Natural substances originate from a wide variety of living organisms and serve different purposes. In addition to those that serve essential roles in human life, such as vitamins and nutrients, some are noxious and act as defense mechanisms against predators, while others paralyze prey. Yet others may have no obvious purpose but are metabolic end products that may possess all manner of properties from useful to harmful. These include genistein, widely distributed in plants, which in animal tests can disrupt endocrine function, and the botulinum toxins. Herbal products used as medicinal agents may have both harmful and beneficial effects in humans, and have not been subjected to the same rigorous standards of efficacy, safety, and purity accorded single chemical entities approved as drugs by regulatory agencies. The chemical structures of natural products are diverse and complex. Natural products provided the earliest medicinal agents–both complex mixtures from botanical preparations and single drug substances–long before synthetic organic chemistry developed to the stage where it could be an important route to new drugs. Natural products continue to be important today as sources of new drugs.

Synthetic substances, produced by chemical synthesis from basic chemical building blocks and utilized for a variety of purposes, have proliferated over the last half century as synthetic methodology and production technology have developed to highly sophisticated levels. Modern drug research is now predominantly based on substances produced by chemical synthesis, which involves the use of computer- aided drug design, combinatorial libraries, and structural optimization of lead compounds of both natural and synthetic origin to maximize the benefitrisk ratio. However, the discovery of bioactive natural products, which serve as leads for new drugs, remains an important drug discovery strategy. On the other hand, herbal products, for better or worse, remain essentially as the plant produced them: complex multicomponent mixtures that are often not well characterized or understood. Greater understanding will only be achieved as rigorous and well-designed scientific studies are conducted to examine the properties of these products that are consumed by millions of people each year.

The introduction and use of synthetic substances for various industrial purposes, in addition to impurities arising from industrial processes, have resulted in exposure to toxicity risk.
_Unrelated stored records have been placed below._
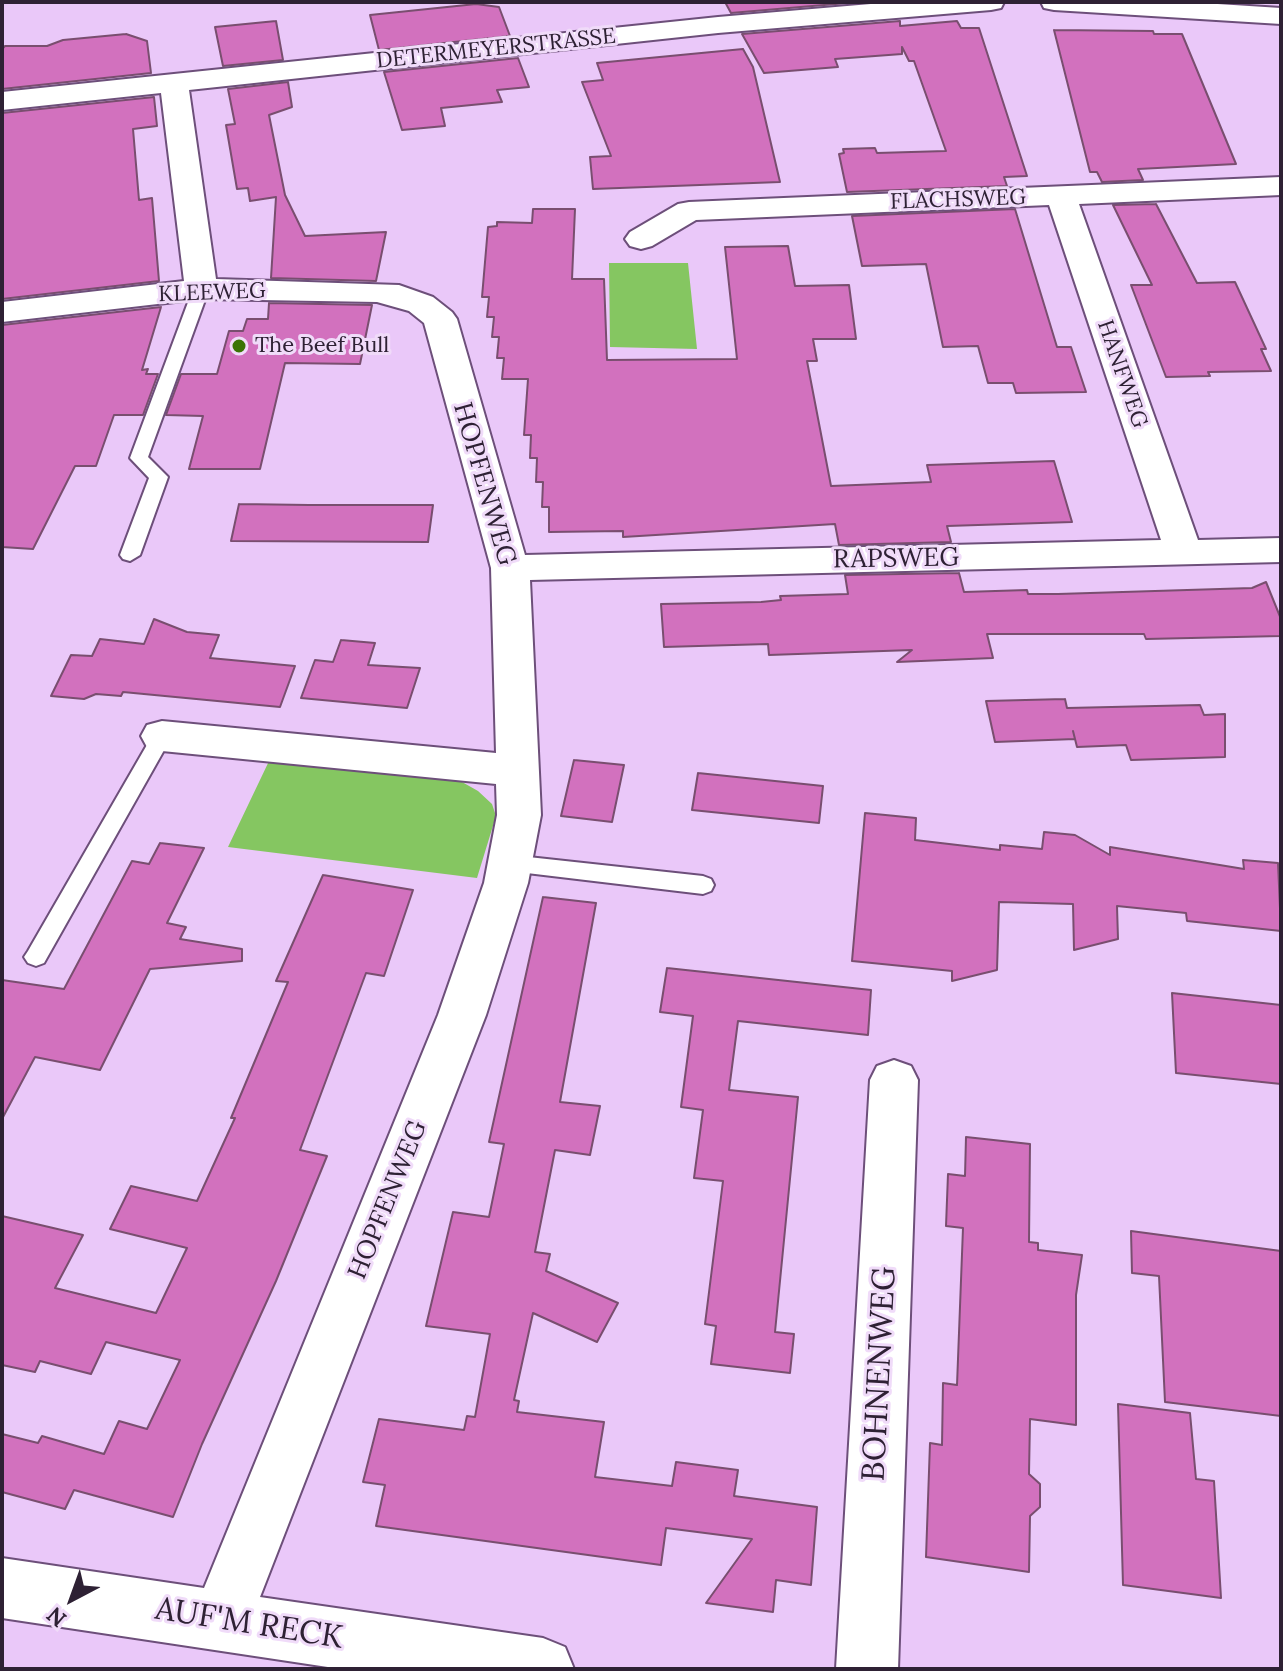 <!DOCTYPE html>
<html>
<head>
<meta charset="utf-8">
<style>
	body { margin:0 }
	#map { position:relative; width:1283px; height:1671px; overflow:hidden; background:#eac8f9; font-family:Lora,serif }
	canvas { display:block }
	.frame { position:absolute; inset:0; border:4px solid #2e2134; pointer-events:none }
	.north { position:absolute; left:32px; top:1559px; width:80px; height:80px; -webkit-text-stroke:6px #f0dbf9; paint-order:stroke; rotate:221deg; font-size:22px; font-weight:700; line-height:32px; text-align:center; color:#2e2134 }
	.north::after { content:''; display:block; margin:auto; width:28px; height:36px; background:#2e2134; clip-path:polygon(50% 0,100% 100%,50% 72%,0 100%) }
</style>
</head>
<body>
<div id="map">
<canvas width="1283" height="1671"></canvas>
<div class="frame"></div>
<div class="north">N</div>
</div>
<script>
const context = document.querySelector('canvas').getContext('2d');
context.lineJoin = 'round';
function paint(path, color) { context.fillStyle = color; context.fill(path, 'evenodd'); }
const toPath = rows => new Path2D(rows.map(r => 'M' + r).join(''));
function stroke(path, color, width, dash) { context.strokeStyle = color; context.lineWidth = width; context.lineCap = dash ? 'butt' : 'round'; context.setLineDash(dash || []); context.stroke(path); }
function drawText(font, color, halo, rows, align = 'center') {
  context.font = font + ' Lora,serif'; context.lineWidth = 6; context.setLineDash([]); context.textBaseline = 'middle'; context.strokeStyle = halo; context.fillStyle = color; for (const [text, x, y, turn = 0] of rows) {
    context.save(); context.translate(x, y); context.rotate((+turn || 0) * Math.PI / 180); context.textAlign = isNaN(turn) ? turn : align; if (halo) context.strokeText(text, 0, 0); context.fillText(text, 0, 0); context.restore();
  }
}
const green = toPath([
	[688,263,697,349,610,347,609,263],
	[270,759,455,778,478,791,492,804,496,816,477,878,228,847]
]);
const building = toPath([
	[725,2,859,2,731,13,725,2],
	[476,4,499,7,510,36,379,50,370,15,476,4],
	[276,21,283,60,223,66,215,27,276,21],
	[900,21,900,26,957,21,961,28,979,28,1027,176,1004,177,1007,186,847,192,839,154,844,153,843,149,875,148,877,153,946,151,914,61,909,61,902,47,902,54,835,59,838,67,764,73,742,34,900,21],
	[1054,30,1153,31,1154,34,1182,34,1236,164,1138,169,1143,180,1102,182,1097,172,1090,172,1054,30],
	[126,34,147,41,151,73,2,89,2,49,5,46,47,46,63,40,126,34],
	[743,49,753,67,780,182,593,189,590,157,611,156,582,82,603,80,597,63,743,49],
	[518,58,529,87,497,90,502,102,441,108,445,126,402,130,384,72,518,58],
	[288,82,292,107,269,115,285,195,305,236,386,232,376,281,271,278,276,197,250,201,248,188,237,189,226,125,235,124,228,89,288,82],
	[154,97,157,126,133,129,139,200,152,198,159,281,2,299,2,113,154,97],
	[1156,204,1197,283,1235,282,1266,349,1261,349,1271,371,1208,372,1210,376,1166,377,1131,285,1152,285,1113,205,1156,204],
	[533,209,575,209,572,279,604,279,607,360,737,359,725,247,788,246,795,286,849,285,856,339,813,339,817,361,807,361,831,486,931,482,927,465,1054,461,1072,522,947,526,951,542,839,545,835,524,623,537,623,531,549,532,549,507,542,507,543,482,536,482,537,458,530,458,531,435,524,435,528,379,502,379,504,358,497,358,499,337,492,337,494,317,487,317,489,297,482,297,488,227,497,226,497,222,532,223,533,209],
	[1015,209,1057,347,1071,347,1086,392,1016,393,1013,383,988,383,978,346,943,347,926,264,862,266,852,216,1015,209],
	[269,303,372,305,360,364,285,363,260,469,189,469,203,416,166,415,181,374,217,374,229,331,243,331,247,319,268,319,269,303],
	[161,307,142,370,148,369,146,374,158,374,143,415,114,415,96,466,75,466,33,549,2,547,2,325,161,307],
	[239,504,309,505,433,505,428,542,231,541,239,504],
	[959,573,964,592,1027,590,1028,594,1058,594,1252,588,1266,582,1281,619,1281,636,1146,639,1144,634,987,634,993,658,897,662,912,650,769,655,768,644,664,647,661,604,761,602,781,600,780,596,848,594,845,575,959,573],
	[154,619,187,632,219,635,210,658,295,666,280,707,123,692,121,696,96,694,84,699,51,696,71,655,92,656,100,639,144,644,154,619],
	[341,640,375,643,368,665,420,668,407,708,301,698,315,660,333,662,341,640],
	[1065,699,1067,708,1200,705,1204,715,1225,714,1225,757,1131,760,1126,745,1077,747,1073,731,1075,739,995,742,986,701,1065,699],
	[574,760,624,765,612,822,561,816,574,760],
	[698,773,823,786,819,823,692,810,698,773],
	[865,813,916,818,915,840,1000,850,1000,845,1042,849,1044,832,1075,835,1110,855,1110,847,1244,869,1243,860,1278,863,1281,931,1187,921,1186,913,1117,906,1118,939,1074,950,1073,904,999,902,997,970,952,981,952,971,852,961,865,813],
	[160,843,204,848,167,923,186,927,180,939,242,949,242,961,150,969,100,1070,35,1057,2,1119,2,980,64,989,132,861,149,864,160,843],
	[323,875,413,890,384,976,366,973,300,1150,327,1156,276,1281,202,1444,173,1517,74,1490,65,1509,2,1492,2,1434,38,1443,42,1436,104,1454,119,1421,147,1429,180,1360,106,1342,91,1374,40,1361,35,1372,2,1365,2,1216,83,1235,55,1288,156,1313,187,1248,110,1229,131,1186,197,1201,235,1118,231,1118,288,982,276,981,323,875],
	[543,897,596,903,560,1102,600,1106,590,1155,555,1150,535,1252,550,1254,546,1271,618,1303,597,1342,533,1313,514,1400,519,1401,517,1412,604,1422,595,1477,672,1486,676,1462,738,1470,734,1496,817,1507,811,1585,776,1580,773,1612,706,1603,752,1539,666,1528,661,1565,376,1526,385,1485,363,1482,379,1419,464,1430,467,1416,475,1417,490,1334,426,1326,453,1212,489,1217,504,1144,489,1142,543,897],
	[667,968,871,990,868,1035,738,1021,729,1090,798,1097,775,1332,794,1334,790,1373,711,1364,716,1326,705,1324,723,1181,694,1178,703,1110,681,1107,693,1016,660,1012,667,968],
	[1172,993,1281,1005,1281,1084,1176,1073,1172,993],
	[966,1137,1030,1144,1029,1242,1038,1243,1038,1250,1082,1255,1076,1295,1076,1425,1030,1419,1029,1474,1040,1484,1040,1507,1030,1516,1029,1572,926,1557,930,1443,942,1445,943,1383,957,1385,963,1228,946,1226,948,1174,965,1176,966,1137],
	[1131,1231,1281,1251,1281,1416,1165,1402,1159,1276,1132,1273,1131,1231],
	[1118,1404,1190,1413,1196,1479,1214,1481,1221,1598,1123,1585,1118,1404]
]);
const lane = toPath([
	[201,284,209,289,148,457,168,477,140,555,130,561,123,559,120,555,149,478,130,458,193,289,201,284],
	[162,729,169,731,172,736,44,963,36,966,28,963,24,957,28,951,155,731,162,729],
	[510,855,703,876,711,879,714,885,711,891,703,894,510,871,502,869,499,863,502,857,510,855]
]);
const street = toPath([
	[894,2,1004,2,1001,8,991,10,718,33,189,90,216,279,399,285,433,297,452,312,457,319,525,555,1161,540,1049,205,696,220,652,246,641,249,630,246,625,239,630,232,678,204,689,202,1281,177,1281,195,1079,204,1198,540,1281,538,1281,562,530,580,541,815,528,883,486,1015,260,1597,543,1638,565,1647,574,1669,341,1669,2,1618,2,1558,204,1588,438,1015,484,883,497,815,496,784,162,751,147,747,141,736,147,725,162,721,496,753,491,568,424,323,409,311,377,302,201,299,2,322,2,302,184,281,161,93,2,110,2,92,718,17,894,2],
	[1041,2,1186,2,1281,8,1281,24,1054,10,1044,8,1041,2],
	[894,1060,911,1066,918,1080,898,1669,836,1669,870,1080,877,1066,894,1060]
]);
const markers = [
	[239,346,8,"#3a7405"]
];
const farStreetnames = [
	["DETERMEYERSTRASSE",496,49,-6],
	["FLACHSWEG",958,200,-2],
	["KLEEWEG",212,293,-2],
	["HANFWEG",1122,374,71]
];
const farPoinames = [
	["The Beef Bull",255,346]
];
const streetNames = [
	["HOPFENWEG",484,484,74],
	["RAPSWEG",896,559,-1],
	["HOPFENWEG",388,1200,-68]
];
const nearStreetnames = [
	["BOHNENWEG",880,1374,-87],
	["AUF'M RECK",249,1624,9]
];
paint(green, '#85c661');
paint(building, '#d271be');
stroke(building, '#794e6f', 2);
stroke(lane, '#6d4f7a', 4);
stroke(street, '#6d4f7a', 4);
paint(lane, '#fff');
paint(street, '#fff');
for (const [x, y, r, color] of markers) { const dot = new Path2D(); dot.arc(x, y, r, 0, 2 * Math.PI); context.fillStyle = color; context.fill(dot); stroke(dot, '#f0dbf9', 3); }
drawText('22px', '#2e2134', '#f0dbf9', farStreetnames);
drawText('22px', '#2e2134', '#f0dbf9', farPoinames, 'left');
drawText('26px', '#2e2134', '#f0dbf9', streetNames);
drawText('32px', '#2e2134', '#f0dbf9', nearStreetnames);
</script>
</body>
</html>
Of course, a high level of toxicity is the intended purpose of a nerve gas. Pesticides can be toxic to humans, and dioxins are toxic substances, products of combustion, which can be generated through natural events such as forest fires or industrial processes. DDT, PCBs, and phthalate plasticizers are synthetic substances that pose risks as disruptors of endocrine function.

Another type of substance is a natural one that has been modified by a chemical synthesis process to a semisynthetic derivative in order to improve its properties. Examples include the numerous antibiotic semisynthetic penicillin and cephalosporin drugs and vitamin derivatives that improve stability. Natural substances that are also available in an identical molecular form by synthesis, represent another distinct category. A typical example is vitamin C, which is produced commercially by synthesis, and the synthetic substance is referred to as a nature-identical vitamin.

In conclusion, from the examples presented in this article, it is clear that natural and synthetic substances have a similar overall range of properties with regard to efficacy and safety, in terms of their impact on human health. The actions of individual substances are determined by their molecular structures and dose, not whether they are of natural or synthetic origin.